▶ **Goal of the exercise**: Using the entries below, show all lines with the string "fabs".

▶ **Material to process**:
═══

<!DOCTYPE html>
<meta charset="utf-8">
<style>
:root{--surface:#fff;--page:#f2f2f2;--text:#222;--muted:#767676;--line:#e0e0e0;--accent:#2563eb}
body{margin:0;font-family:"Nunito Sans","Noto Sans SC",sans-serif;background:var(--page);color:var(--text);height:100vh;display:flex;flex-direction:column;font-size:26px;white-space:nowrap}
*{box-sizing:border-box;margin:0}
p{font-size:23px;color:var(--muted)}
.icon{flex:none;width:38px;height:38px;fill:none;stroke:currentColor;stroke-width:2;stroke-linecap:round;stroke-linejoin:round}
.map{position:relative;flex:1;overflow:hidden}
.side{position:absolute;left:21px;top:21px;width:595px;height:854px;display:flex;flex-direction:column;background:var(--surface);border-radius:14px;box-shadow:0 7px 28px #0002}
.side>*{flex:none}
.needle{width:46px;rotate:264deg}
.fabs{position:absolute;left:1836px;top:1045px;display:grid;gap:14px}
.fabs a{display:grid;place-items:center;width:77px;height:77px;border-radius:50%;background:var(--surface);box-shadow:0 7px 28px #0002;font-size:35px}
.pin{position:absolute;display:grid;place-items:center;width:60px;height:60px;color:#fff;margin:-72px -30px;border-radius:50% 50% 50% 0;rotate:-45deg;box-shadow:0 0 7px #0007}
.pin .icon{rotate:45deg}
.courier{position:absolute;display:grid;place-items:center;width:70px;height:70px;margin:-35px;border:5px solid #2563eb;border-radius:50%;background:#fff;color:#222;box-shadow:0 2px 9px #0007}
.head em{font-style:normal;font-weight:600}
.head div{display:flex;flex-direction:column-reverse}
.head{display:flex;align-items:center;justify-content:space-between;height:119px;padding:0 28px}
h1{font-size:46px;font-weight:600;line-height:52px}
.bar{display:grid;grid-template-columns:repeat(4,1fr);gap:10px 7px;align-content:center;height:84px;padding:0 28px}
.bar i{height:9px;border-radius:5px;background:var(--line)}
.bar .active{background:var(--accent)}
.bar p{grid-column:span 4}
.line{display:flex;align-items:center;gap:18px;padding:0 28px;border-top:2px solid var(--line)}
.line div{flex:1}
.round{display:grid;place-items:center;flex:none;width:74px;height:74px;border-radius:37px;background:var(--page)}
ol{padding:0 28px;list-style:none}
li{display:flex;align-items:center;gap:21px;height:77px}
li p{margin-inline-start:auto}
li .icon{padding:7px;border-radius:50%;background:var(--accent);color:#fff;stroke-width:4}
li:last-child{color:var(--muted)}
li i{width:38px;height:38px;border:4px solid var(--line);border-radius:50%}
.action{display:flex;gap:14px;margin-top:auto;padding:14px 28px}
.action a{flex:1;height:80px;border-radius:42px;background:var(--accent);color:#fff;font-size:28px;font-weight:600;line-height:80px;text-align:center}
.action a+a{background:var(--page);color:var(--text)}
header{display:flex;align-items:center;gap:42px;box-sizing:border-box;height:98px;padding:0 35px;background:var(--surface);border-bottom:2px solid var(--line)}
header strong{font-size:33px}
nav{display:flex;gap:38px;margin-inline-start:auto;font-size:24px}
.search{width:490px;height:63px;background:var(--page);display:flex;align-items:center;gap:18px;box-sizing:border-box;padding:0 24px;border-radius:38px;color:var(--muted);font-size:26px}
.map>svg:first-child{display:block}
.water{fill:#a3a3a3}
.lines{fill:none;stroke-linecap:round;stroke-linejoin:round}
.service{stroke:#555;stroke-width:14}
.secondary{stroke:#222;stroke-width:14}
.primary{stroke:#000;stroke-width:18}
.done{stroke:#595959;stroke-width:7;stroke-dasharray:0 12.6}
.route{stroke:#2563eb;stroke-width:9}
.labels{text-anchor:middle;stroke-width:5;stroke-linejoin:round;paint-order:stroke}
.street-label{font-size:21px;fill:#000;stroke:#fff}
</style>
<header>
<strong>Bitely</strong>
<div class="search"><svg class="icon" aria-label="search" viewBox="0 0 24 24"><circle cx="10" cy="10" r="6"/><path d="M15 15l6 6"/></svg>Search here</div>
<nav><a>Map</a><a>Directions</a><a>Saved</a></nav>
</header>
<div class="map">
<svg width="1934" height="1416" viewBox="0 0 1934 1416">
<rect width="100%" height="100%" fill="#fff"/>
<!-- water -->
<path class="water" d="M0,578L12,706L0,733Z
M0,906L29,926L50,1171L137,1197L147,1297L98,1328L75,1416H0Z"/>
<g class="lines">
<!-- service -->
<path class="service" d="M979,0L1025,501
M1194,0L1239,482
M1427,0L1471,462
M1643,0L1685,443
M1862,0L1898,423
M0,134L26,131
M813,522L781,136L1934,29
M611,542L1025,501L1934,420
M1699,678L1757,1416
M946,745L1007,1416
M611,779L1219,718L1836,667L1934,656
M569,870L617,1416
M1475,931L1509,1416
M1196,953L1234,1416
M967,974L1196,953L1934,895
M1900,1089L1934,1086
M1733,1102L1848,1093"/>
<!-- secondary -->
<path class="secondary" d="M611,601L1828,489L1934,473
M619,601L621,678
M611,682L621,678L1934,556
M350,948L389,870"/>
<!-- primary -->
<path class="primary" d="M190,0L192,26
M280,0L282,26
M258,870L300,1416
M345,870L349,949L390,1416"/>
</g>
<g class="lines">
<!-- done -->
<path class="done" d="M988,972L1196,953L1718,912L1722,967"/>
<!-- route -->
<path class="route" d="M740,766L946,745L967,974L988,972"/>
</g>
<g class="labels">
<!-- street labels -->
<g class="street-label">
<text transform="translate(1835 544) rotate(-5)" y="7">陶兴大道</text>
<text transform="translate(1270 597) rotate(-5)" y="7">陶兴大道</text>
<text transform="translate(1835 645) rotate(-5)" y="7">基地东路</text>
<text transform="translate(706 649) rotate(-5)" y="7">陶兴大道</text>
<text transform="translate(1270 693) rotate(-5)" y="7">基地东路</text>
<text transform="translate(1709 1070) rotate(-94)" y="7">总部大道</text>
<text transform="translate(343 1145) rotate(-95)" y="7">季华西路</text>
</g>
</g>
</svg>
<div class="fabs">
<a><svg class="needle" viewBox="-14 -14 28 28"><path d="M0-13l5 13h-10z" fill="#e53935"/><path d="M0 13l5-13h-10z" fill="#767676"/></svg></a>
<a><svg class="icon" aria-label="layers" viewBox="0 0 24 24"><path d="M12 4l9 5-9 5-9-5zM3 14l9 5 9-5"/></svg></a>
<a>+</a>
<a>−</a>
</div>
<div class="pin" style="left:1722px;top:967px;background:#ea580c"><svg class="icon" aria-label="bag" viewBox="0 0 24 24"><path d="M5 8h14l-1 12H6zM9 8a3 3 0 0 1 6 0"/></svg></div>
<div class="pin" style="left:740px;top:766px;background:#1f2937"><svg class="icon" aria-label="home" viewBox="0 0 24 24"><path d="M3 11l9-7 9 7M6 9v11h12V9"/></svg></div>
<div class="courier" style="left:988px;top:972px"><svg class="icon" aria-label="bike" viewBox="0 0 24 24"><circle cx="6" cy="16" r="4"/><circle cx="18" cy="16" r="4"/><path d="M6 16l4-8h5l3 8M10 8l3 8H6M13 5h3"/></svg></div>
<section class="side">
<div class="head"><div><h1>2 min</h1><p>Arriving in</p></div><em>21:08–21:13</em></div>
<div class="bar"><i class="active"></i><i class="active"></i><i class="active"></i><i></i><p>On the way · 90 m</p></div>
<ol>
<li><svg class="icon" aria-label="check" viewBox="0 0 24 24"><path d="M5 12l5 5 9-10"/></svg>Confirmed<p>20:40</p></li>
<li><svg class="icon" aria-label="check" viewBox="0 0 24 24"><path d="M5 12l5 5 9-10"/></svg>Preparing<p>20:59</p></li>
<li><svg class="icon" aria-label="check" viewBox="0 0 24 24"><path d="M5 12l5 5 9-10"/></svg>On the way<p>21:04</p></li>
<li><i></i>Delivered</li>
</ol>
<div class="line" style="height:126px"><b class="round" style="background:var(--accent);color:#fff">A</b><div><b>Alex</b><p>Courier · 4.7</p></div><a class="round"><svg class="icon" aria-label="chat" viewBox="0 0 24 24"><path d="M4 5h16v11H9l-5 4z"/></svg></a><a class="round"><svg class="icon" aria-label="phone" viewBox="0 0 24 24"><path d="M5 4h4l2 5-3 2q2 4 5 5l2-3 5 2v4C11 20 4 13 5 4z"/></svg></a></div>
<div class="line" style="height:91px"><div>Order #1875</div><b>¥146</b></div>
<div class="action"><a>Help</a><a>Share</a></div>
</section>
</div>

═══

▶ **Task response**:
.fabs{position:absolute;left:1836px;top:1045px;display:grid;gap:14px}
.fabs a{display:grid;place-items:center;width:77px;height:77px;border-radius:50%;background:var(--surface);box-shadow:0 7px 28px #0002;font-size:35px}
<div class="fabs">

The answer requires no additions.